Top 6 Diving Locations Around the World: From Museums to Caves

Top 6 Diving Locations Around the World: From Museums to Caves

From a rock universe underwater to a submarine museum, these are the top 6 diving destinations in the world. 

From a rock universe underwater to a submarine museum, these are the top 6 diving destinations in the world. 

Diving is an activity that each year attracts more and more girls and women. In no particular order, The Woman Post collects the advice from CNN, Forbes, National Geographic, and our own research, to bring you the top six perfect spots to dive around the world. 

Christy Weaver is a Liveaboard diving captain in the Bahamas with the qualifications of PADI Master Scuba Diver Trainer and Platinum Pro Instructor. She earned a degree in wildlife conservation and followed that with a master’s in marine biology. She told Scuba Dive Padi Club that she advises young girls to follow what they love and believe in themselves wholeheartedly. Weaver says: "Not everyone is going to support you, but the people who do are the ones who matter."

1. Malpelo, Colombia

The island located in the Colombian Pacific is one of the best places in the world to dive with hammerheads and silky sharks. Depending on the time of year, you can also dive with whales. Due to the rocky formation of the island and its water currents, only experienced divers can dive in Malpelo. These mesmerizing marine landscapes of the Colombian Pacific, have been added to UNESCO World Heritage Sites since 2006.

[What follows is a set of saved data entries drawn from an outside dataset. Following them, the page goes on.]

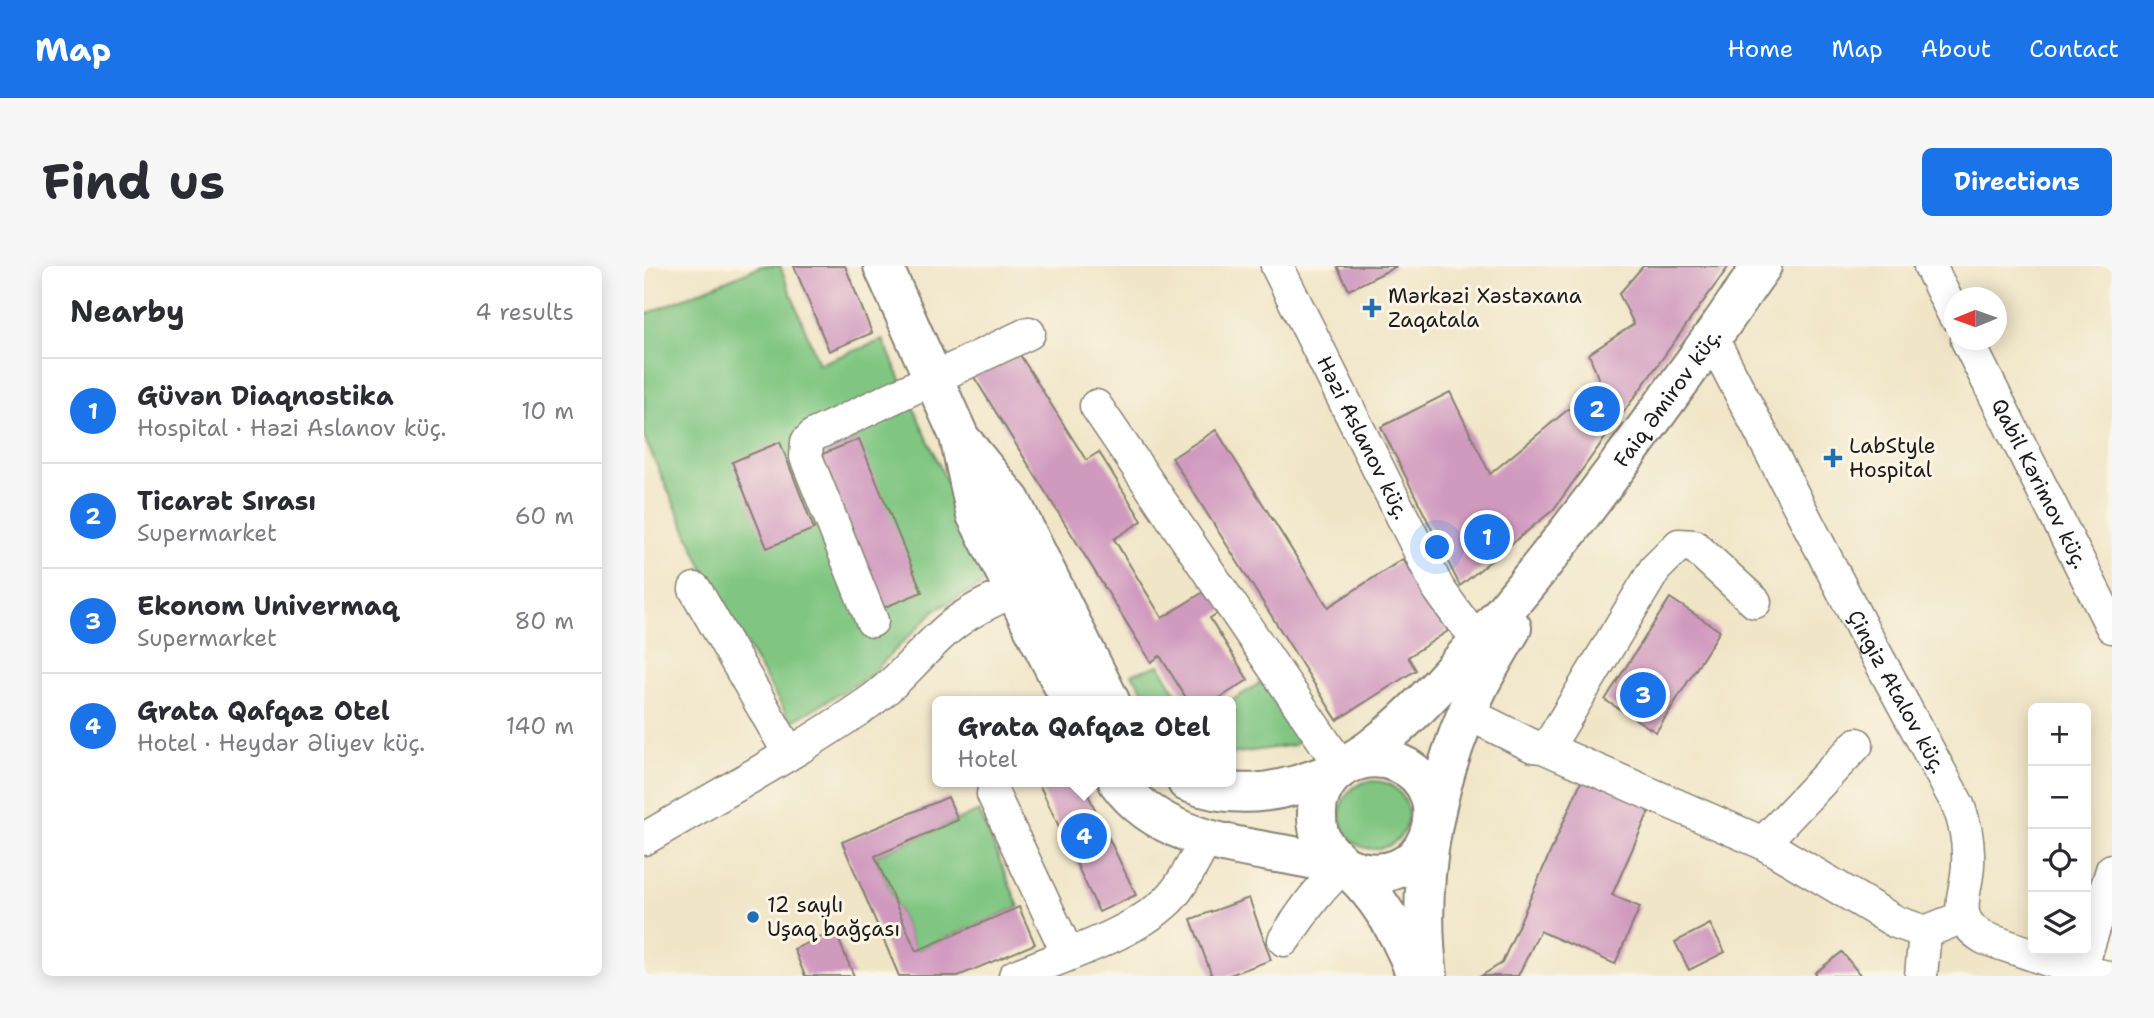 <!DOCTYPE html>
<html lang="en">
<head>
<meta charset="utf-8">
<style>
  :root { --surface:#fff; --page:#f7f7f7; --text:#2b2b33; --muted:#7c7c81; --line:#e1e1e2; --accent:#1a73e8 }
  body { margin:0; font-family:"Shantell Sans",sans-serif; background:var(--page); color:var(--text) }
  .controls { position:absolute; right:21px; bottom:21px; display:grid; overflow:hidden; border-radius:10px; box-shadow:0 4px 18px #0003 }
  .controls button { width:63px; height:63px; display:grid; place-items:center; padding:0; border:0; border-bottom:2px solid var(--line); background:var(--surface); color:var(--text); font:35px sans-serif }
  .compass { position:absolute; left:1300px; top:21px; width:63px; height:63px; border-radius:50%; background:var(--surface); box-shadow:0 4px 18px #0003; rotate:269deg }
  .you { position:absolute; left:794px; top:282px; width:24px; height:24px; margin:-18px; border:5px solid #fff; border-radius:50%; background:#1a73e8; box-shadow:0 0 0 10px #1a73e833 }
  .badge { display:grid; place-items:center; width:46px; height:46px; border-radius:50%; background:var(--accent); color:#fff; font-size:23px; font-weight:700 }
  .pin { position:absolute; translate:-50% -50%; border:4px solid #fff; box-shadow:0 2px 7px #0006 }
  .popup { position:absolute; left:288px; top:430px; width:304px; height:91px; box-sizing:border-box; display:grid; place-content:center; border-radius:10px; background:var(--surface); filter:drop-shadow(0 2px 5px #0005); font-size:23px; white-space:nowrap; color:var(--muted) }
  .popup b { font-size:26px; color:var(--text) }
  .popup::after { content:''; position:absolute; left:50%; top:100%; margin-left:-14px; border:14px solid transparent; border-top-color:var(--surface) }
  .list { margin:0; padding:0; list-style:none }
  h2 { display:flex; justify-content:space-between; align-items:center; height:91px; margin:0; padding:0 28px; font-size:30px }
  h2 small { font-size:23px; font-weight:400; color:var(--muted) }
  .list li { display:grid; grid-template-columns:46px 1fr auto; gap:21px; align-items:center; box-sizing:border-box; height:105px; padding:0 28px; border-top:2px solid var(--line) }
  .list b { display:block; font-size:26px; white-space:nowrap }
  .list p { margin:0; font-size:23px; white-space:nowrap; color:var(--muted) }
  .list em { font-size:23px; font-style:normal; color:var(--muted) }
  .icon { flex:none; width:38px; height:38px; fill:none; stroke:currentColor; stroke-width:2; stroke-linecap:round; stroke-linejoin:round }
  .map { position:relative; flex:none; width:1468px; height:710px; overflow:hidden; border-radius:10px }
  header { display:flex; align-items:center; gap:42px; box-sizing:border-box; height:98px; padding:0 35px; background:var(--accent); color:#fff }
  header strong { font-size:33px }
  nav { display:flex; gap:38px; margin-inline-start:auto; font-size:24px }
  .intro { display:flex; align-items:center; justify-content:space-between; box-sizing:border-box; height:168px; padding:0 42px }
  h1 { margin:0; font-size:49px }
  .button { padding:18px 32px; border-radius:10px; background:var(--accent); color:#fff; font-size:24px; font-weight:700 }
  main { display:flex; gap:42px; padding:0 42px }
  aside { flex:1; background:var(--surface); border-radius:10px; box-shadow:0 4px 18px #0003 }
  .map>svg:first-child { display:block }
  .green { fill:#80c682; stroke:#4e714f; stroke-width:2 }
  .building { fill:#d09abf }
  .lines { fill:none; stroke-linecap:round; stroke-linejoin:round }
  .minor-casing { stroke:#868072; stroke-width:35 }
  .major-casing { stroke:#868072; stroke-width:42 }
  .highway-casing { stroke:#868072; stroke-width:42 }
  .minor { stroke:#fff; stroke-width:32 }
  .major { stroke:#fff; stroke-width:38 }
  .highway { stroke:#fff; stroke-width:38 }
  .poi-dot { fill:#1f6fb2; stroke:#fcf5e5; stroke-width:2.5 }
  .labels { text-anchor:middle; stroke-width:6; stroke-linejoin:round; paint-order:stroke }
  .poi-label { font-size:21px; fill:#1c1c1c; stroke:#fcf5e5; text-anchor:start }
  .street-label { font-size:21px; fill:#1c1c1c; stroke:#fcf5e5 }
</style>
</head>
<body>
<header>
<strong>Map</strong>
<nav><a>Home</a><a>Map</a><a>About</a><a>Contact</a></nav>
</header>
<div class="intro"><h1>Find us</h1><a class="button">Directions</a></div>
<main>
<aside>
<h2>Nearby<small>4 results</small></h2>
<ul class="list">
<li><span class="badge">1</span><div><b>Güvən Diaqnostika</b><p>Hospital · Həzi Aslanov küç.</p></div><em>10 m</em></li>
<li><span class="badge">2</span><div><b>Ticarət Sırası</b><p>Supermarket</p></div><em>60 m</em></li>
<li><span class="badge">3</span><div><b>Ekonom Univermaq</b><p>Supermarket</p></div><em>80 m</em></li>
<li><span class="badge">4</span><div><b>Grata Qafqaz Otel</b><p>Hotel · Heydər Əliyev küç.</p></div><em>140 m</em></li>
</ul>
</aside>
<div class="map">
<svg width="1468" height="710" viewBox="0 0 1468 710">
  <rect width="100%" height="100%" fill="#fcf5e5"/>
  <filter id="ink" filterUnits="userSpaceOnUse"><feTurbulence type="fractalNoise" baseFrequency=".0143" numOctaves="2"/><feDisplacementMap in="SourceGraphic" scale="14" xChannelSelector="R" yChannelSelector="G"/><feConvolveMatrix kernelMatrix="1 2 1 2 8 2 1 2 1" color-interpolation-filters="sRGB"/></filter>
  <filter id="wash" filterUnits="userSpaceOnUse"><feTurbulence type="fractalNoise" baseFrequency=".00686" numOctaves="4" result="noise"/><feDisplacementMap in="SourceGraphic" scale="28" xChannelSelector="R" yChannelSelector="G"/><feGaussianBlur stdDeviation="1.57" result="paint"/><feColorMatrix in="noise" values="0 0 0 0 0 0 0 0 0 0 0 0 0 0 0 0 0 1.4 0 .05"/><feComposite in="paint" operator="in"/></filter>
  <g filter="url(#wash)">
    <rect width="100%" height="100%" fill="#f0e5c7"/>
    <g class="green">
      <path d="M117,0H136L175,98L239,74L347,314L291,344L224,411L147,456L63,311L0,171V49Z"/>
      <path d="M515,399L537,435H506L488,408Z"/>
      <path d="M629,409L661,464L658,472L650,479L587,488V435Z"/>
      <circle cx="730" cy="549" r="34"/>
      <path d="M335,545L375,641L272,685L231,590Z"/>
    </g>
    <g id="blocks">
      <g class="building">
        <path d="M150,0H201L228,67L185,85Z"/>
        <path d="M693,0H753L705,24Z"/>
        <path d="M999,0H1085L909,244L816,320L737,161L806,126L846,208L956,117L945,88L990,58L975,28Z"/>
        <path d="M373,84L442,194L455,186L498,255L470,273L518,352L566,322L579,344L566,352L604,414L571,435H544L516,390L507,396L330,111Z"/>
        <path d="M572,164L684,341L759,293L804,365L764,391L772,404L693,454L528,192Z"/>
        <path d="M215,173L278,326L239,342L176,189Z"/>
        <path d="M136,176L170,263L123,282L88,196Z"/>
        <path d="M1026,332L1076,365L1012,466L961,434Z"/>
        <path d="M939,511L1007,541L968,629L996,641L971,698L896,665L874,710H837L858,697Z"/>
        <path d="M394,516H438L492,629L455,646Z"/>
        <path d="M304,531L314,554L231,590L272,685L375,641L391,678L314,710H255L198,576Z"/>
        <path d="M605,632L627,694L583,710H568L547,653Z"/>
        <path d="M1066,658L1081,686L1045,704L1031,676Z"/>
        <path d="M191,665L210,710H161L150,683Z"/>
        <path d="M1198,686L1217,710H1173L1171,707Z"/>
      </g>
    </g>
  </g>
  <g filter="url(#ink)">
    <use href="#blocks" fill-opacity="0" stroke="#868072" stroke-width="2"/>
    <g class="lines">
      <defs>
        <g id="minor">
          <path id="s1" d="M633,0L794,322L814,350L835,373"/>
          <path d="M1286,0L1310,49"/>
          <path id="s2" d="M1068,72L1219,364L1314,539C1322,559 1325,577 1324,598C1323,630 1305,651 1340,672L1436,705L1459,710"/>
          <path id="s3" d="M1323,74L1468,361"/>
          <path d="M452,140L698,502"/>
          <path d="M51,323L145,487"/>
          <path d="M228,355L162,191L163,176L170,169L385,67"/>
          <path d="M823,447L889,480L899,481L1119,577L1252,656L1281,666L1319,651"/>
          <path d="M899,481L907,476L1011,303L1035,279L1050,280L1111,336"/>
          <path d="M349,528L424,688"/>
          <path d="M0,573C75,529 152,487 224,437C255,416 277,385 306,361C325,345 348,335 371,324"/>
          <path d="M1119,577L1213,478"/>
          <path d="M640,674C659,646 675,621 701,600"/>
          <path d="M371,710C416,691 497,666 529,629C542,613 552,592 562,574"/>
          <path d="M1277,710L1281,666"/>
          <path d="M1435,710L1468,604"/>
        </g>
        <g id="major">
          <path d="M239,0L315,170L332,249L427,435"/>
          <path d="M320,177L367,235L466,435"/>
          <path d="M474,516C511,567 574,577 632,587C655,590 678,596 701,600"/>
          <path d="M543,516C596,537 647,525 698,502"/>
        </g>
        <g id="highway">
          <path d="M701,600C785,635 820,524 754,497C737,490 719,491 703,499"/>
          <path id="s4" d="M772,710C763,684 750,658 733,635C724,623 712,610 701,600C682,583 672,574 673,546C673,534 679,521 686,512C698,499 715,492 729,481C751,464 772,444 791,424C892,315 979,194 1066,74C1084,50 1100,24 1118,0"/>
          <path d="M784,710C771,611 792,508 836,418C846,399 857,381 868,362"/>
        </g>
      </defs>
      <use href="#minor" class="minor-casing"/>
      <use href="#major" class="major-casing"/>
      <use href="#highway" class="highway-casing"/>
      <use href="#minor" class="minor"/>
      <use href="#major" class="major"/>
      <use href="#highway" class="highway"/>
    </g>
  </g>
  <g class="poi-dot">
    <path d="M724.5 31.5h7v7h7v7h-7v7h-7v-7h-7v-7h7z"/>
    <path d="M1185.5 181.5h7v7h7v7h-7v7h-7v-7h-7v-7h7z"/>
    <circle cx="109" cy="651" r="7"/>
  </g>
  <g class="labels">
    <g class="poi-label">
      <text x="744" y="37">Mərkəzi Xəstəxana<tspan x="744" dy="24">Zaqatala</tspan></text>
      <text x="1205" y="187">LabStyle<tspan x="1205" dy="24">Hospital</tspan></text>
      <text x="123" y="646">12 saylı<tspan x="123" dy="24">Uşaq bağçası</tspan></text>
    </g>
    <g class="street-label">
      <text dy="7" stroke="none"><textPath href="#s4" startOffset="744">Faiq Əmirov küç.</textPath></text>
      <text dy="7" stroke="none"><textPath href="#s1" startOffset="192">Həzi Aslanov küç.</textPath></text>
      <text dy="7" stroke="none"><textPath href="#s3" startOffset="161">Qabil Kərimov küç.</textPath></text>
      <text dy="7" stroke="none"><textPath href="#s2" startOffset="399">Çingiz Atalov küç.</textPath></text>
    </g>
  </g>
</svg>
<div class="controls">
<button>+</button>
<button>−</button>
<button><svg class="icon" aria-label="locate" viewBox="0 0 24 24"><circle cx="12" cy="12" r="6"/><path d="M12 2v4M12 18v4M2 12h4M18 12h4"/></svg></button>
<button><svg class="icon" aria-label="layers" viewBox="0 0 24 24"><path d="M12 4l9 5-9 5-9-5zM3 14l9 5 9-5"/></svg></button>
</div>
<svg class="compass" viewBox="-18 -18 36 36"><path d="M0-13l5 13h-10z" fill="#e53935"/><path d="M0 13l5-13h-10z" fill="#7c7c81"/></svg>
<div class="you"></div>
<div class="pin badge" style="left:843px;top:271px">1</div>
<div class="pin badge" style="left:953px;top:143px">2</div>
<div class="pin badge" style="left:999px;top:429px">3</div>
<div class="pin badge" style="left:440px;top:570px">4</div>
<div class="popup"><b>Grata Qafqaz Otel</b>Hotel</div>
</div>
</main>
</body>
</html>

2. Raja Ampat West Papua, Indonesia

According to experts, it is difficult to find anywhere else in the world that compares to Raja Ampat, as it has the highest amount of marine life for a region of its size, concentrating 75% of all known coral species. With more than 1,000 different species of fish, sea turtles, sharks and manta rays it is often referred to as a marine oasis. Marine biologist and dive guide Lee Goldman said "every day you experience something different." This archipelago is made up of 50,000 square kilometers of islands and water so it is very likely you’ll have the place to explore with very few or no people around.

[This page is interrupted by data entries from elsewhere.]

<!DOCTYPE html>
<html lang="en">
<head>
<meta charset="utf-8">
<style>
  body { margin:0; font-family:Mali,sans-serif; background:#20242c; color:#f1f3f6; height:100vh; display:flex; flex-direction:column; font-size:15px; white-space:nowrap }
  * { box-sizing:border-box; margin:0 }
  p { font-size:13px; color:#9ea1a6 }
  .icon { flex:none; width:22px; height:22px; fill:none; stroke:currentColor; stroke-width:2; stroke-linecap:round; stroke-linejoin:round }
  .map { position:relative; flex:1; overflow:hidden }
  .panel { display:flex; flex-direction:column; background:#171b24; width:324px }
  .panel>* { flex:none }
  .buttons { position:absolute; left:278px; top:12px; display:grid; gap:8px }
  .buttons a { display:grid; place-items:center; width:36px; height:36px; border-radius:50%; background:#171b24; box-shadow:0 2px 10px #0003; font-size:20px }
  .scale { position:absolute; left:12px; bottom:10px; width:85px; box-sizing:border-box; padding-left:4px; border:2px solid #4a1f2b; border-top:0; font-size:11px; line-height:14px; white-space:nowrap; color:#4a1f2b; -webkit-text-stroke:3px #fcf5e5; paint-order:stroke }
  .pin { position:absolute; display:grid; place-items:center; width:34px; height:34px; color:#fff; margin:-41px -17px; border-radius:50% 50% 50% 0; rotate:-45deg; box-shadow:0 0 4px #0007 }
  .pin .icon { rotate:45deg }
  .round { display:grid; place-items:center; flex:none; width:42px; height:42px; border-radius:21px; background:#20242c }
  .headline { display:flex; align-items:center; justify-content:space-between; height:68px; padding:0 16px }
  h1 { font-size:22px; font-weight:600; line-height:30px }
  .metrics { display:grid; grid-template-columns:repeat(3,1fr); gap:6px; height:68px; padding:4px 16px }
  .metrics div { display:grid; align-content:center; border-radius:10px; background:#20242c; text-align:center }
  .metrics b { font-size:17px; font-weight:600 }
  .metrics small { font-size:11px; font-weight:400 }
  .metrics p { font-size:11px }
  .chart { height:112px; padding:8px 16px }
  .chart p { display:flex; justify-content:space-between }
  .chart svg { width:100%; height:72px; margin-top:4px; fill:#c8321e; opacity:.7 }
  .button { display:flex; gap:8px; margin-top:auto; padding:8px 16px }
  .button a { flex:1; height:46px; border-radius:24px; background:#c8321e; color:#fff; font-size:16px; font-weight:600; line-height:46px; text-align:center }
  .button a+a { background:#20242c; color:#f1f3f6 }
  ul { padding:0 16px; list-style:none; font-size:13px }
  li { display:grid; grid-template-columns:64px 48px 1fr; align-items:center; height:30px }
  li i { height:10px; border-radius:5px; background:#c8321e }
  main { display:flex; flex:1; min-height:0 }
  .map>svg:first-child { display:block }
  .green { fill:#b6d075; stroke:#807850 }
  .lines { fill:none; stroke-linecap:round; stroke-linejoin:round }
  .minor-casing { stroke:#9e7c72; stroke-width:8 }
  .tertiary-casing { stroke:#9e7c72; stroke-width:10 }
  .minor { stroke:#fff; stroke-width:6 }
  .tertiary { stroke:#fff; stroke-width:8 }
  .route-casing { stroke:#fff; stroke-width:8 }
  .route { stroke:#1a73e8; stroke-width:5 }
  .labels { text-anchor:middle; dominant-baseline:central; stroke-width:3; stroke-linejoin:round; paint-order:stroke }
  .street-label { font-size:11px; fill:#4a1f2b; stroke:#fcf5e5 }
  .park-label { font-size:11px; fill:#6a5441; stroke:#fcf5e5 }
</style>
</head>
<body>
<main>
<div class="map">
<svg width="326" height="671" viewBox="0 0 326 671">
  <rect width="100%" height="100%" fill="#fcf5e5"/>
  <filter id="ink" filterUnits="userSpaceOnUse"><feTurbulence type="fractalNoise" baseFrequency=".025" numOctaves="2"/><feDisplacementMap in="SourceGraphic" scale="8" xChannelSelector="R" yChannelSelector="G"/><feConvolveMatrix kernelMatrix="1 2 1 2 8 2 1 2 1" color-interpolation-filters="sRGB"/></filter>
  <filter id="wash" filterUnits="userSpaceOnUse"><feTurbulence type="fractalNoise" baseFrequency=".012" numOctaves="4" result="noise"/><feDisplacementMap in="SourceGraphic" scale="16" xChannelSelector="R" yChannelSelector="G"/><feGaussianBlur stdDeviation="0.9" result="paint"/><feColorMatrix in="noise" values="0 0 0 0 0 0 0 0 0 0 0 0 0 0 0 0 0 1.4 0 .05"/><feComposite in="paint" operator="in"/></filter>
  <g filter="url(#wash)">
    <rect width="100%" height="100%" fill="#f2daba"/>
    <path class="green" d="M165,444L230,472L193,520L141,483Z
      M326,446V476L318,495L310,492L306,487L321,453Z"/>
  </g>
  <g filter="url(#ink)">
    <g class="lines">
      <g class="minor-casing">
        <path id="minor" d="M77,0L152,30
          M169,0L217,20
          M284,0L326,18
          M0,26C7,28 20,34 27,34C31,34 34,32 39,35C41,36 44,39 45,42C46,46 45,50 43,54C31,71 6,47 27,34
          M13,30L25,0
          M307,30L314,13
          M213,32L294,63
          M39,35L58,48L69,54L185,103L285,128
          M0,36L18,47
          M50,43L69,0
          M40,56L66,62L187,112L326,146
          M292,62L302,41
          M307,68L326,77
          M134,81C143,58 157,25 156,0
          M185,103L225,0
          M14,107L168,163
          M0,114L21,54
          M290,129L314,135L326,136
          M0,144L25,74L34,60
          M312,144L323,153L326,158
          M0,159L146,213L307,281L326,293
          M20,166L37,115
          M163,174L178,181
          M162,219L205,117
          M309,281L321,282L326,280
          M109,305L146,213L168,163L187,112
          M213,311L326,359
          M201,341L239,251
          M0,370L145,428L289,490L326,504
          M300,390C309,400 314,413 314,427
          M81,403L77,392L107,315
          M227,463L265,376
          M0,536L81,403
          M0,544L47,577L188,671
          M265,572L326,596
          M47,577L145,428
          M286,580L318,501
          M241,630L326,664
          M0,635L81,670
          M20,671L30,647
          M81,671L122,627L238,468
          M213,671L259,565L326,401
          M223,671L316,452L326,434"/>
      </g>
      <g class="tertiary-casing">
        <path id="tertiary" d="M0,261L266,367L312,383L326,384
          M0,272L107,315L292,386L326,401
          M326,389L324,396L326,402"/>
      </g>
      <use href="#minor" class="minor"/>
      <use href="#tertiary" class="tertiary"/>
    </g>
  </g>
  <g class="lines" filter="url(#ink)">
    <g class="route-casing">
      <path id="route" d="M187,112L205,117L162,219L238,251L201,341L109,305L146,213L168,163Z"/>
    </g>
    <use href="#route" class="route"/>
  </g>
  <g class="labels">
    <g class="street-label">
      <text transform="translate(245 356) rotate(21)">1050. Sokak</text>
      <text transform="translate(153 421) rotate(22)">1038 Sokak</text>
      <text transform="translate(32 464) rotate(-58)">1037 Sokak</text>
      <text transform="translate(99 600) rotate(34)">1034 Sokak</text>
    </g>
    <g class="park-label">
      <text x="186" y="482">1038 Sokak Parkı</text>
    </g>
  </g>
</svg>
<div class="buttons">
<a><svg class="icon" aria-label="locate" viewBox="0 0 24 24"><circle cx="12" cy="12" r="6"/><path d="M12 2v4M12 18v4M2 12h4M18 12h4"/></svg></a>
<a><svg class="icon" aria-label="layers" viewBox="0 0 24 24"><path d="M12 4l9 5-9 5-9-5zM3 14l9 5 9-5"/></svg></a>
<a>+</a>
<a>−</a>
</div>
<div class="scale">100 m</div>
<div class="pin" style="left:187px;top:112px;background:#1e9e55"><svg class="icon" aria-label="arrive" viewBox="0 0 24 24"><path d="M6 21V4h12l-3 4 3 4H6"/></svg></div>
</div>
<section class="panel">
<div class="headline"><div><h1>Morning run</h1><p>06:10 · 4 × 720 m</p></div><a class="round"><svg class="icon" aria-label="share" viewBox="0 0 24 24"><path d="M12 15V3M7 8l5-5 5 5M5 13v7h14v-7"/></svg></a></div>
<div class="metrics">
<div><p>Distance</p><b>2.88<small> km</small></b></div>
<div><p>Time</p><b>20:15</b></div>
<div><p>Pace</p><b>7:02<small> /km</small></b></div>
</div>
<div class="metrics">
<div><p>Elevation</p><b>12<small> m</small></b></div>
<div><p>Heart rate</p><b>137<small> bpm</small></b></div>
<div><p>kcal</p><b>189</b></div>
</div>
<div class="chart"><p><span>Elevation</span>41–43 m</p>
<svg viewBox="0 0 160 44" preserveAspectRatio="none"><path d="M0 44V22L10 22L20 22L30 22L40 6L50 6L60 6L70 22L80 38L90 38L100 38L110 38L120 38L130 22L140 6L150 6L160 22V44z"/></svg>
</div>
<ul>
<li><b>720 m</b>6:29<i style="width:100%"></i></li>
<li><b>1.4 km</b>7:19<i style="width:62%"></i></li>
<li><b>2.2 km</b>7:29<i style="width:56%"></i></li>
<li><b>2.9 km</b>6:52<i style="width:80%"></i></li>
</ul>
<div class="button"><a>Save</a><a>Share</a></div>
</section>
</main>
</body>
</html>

3. Galápagos Islands, Ecuador

Diving in the Galápagos Islands is the place to see large marine animals such as sea lions, sharks, dolphins, turtles, and even penguins. As the inspirational place for Charles Darwin's theory of evolution, the Galápagos Islands offer fascinating and unique wildlife diversity. The island’s remote location has helped preserve its marine and land species. "There is a good chance that you will be approached by a playful sea lion or a group of turtles who will happily swim alongside you," says Jim Sano, vice president of travel, tourism, and conservation at the World Wide Fund for Nature (WWF). 


4. Cape Palos, Murcia

This marine reserve has often been referred to as one of the best European destinations for scuba diving. Located in Cartagena, Murcia, this area holds one of the richest diversity of corals, different types of fish, algae, and cetaceans in the entire continent. Under its waters, you can also see sunken wrecks like El Sirio, the largest ship sunk in Spanish waters, which was shipwrecked in 1906. Many other wrecks attract divers, due to the numerous shipwrecks before the reconstruction of the Cabo de Palos lighthouse in 1865.

5. Underwater Museum of Art – Isla Mujeres, Mexico

British artist Jason deCaires Taylor has installed underwater more than 500 sculptures, inspired by human transcendence, the power of the ocean, and its ability to regenerate. The artworks are made of materials and designs that promote marine life, such as long-lasting PH neutral cement, and textures that animals can bind to as an underwater botanical garden. James mentions that: "The sea is a wonderful place to exhibit, as there are natural light displays changing every half hour and sand explosions." He seeks to raise awareness about the ocean and the preservation of its inhabitants.

6. Gozo & Comino, Malta

Underwater topography marvels like arches and caves, summon with some of the most emblematic wrecks and an array of interesting aquatic life make the Maltese islands a must-dive location. Malta’s weather allows year-round diving bearing in mind it gets chilly in the winter. The smaller island of Gozo is a quiet and picturesque place and Comino’s caves are perfect for beginners.